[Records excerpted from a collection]
..............................
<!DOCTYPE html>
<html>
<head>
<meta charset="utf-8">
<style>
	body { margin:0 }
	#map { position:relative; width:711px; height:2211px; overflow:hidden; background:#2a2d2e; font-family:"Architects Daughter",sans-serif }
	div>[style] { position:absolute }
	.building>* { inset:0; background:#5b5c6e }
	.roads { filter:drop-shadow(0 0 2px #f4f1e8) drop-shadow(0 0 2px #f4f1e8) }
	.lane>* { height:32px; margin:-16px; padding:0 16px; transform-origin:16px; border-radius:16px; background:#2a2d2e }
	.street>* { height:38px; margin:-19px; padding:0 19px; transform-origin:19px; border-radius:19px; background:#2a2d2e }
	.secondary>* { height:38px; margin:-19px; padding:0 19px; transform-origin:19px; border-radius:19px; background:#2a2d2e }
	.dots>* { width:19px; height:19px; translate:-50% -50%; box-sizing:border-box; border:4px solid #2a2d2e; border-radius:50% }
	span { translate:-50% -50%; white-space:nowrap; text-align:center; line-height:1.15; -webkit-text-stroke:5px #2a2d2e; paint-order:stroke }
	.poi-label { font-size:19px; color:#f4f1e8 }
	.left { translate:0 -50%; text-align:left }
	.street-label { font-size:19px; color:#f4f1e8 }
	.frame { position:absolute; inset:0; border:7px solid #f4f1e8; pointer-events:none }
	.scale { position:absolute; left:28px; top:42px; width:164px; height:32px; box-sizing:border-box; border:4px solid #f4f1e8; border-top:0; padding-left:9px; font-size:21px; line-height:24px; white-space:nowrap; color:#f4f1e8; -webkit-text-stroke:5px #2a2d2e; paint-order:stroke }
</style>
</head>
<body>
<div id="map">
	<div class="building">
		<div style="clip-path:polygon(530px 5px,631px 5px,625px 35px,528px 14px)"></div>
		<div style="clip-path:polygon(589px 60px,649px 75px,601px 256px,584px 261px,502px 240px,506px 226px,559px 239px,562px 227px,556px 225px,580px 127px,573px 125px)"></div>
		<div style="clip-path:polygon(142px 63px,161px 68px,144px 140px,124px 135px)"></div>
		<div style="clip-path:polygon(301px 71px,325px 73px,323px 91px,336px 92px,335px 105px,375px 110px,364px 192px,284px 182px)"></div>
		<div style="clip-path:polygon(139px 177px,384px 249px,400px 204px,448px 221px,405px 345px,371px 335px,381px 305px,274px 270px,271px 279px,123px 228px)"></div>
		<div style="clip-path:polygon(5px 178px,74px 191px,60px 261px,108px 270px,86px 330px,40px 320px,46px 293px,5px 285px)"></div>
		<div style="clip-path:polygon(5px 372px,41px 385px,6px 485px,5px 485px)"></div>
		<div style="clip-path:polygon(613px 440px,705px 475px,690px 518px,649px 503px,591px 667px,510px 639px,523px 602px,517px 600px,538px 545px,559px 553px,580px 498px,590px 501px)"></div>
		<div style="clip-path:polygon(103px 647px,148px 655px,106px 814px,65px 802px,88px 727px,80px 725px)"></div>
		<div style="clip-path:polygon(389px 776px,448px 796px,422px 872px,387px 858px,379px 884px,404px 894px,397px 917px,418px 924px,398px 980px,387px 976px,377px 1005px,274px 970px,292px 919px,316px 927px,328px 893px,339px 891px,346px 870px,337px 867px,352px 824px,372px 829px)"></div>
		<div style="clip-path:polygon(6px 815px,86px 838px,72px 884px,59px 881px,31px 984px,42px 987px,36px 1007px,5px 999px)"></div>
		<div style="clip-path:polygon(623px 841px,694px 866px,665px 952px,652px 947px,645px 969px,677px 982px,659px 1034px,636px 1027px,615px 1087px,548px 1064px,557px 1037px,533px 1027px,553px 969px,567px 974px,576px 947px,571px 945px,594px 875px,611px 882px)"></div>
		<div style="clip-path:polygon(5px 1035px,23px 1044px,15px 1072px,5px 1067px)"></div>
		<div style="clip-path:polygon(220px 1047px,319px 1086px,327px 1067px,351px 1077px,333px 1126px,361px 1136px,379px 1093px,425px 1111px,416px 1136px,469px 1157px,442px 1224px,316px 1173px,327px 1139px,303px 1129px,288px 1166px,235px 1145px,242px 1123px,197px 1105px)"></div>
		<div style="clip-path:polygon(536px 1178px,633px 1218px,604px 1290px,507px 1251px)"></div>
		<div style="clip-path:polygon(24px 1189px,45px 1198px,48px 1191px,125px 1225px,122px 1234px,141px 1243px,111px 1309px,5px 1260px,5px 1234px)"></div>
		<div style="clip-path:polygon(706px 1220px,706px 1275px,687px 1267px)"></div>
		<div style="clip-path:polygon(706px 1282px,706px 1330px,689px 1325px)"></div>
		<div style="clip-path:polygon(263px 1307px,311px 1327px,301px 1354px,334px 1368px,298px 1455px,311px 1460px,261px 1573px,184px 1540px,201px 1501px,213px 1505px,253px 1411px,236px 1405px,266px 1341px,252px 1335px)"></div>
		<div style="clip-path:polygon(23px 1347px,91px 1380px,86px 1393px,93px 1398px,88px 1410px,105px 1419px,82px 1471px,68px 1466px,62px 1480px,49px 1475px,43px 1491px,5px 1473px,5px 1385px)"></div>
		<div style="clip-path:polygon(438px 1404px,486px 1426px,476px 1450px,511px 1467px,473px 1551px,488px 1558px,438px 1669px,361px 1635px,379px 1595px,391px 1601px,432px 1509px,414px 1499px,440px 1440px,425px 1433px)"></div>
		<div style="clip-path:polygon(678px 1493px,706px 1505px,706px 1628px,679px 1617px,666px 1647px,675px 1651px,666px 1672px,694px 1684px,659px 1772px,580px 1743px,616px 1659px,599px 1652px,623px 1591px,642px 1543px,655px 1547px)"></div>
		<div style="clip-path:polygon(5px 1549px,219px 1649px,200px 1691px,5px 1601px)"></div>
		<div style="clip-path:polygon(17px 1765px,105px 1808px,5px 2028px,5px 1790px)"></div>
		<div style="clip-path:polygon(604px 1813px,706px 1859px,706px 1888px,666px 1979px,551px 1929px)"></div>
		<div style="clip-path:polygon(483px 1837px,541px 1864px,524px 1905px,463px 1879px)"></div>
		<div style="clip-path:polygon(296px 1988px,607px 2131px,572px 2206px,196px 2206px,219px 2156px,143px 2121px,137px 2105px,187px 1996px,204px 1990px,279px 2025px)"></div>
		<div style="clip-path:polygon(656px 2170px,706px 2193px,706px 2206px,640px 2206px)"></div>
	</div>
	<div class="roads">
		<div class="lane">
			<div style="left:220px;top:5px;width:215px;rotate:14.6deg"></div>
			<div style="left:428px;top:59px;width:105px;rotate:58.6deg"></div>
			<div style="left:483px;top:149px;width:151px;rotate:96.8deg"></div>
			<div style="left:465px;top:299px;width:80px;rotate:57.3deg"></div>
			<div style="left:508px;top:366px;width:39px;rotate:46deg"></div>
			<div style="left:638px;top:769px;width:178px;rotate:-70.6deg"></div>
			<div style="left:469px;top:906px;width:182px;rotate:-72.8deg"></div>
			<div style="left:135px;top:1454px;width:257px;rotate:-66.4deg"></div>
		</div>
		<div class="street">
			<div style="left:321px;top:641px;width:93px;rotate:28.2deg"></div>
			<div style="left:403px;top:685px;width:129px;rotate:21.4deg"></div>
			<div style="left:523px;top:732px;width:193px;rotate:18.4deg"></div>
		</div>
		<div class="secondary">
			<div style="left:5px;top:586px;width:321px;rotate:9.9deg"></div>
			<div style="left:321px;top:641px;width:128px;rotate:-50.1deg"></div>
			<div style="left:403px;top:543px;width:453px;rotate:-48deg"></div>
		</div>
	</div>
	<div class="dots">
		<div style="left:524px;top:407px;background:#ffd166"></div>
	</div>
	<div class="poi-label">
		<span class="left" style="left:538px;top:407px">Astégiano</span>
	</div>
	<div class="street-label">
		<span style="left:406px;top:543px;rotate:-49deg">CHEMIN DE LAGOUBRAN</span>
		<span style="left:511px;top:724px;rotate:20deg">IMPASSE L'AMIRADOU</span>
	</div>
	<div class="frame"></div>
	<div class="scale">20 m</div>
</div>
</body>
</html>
..............................
### EXERCISE DETAILS
Looking at the entries above, can you reproduce exactly the lines from the one that holds "178px,74px 191px,60px 261px,108px" through the one that holds "440px,705px 475px,690px 518px,649px", and only those?

### TASK OUTPUT
		<div style="clip-path:polygon(5px 178px,74px 191px,60px 261px,108px 270px,86px 330px,40px 320px,46px 293px,5px 285px)"></div>
		<div style="clip-path:polygon(5px 372px,41px 385px,6px 485px,5px 485px)"></div>
		<div style="clip-path:polygon(613px 440px,705px 475px,690px 518px,649px 503px,591px 667px,510px 639px,523px 602px,517px 600px,538px 545px,559px 553px,580px 498px,590px 501px)"></div>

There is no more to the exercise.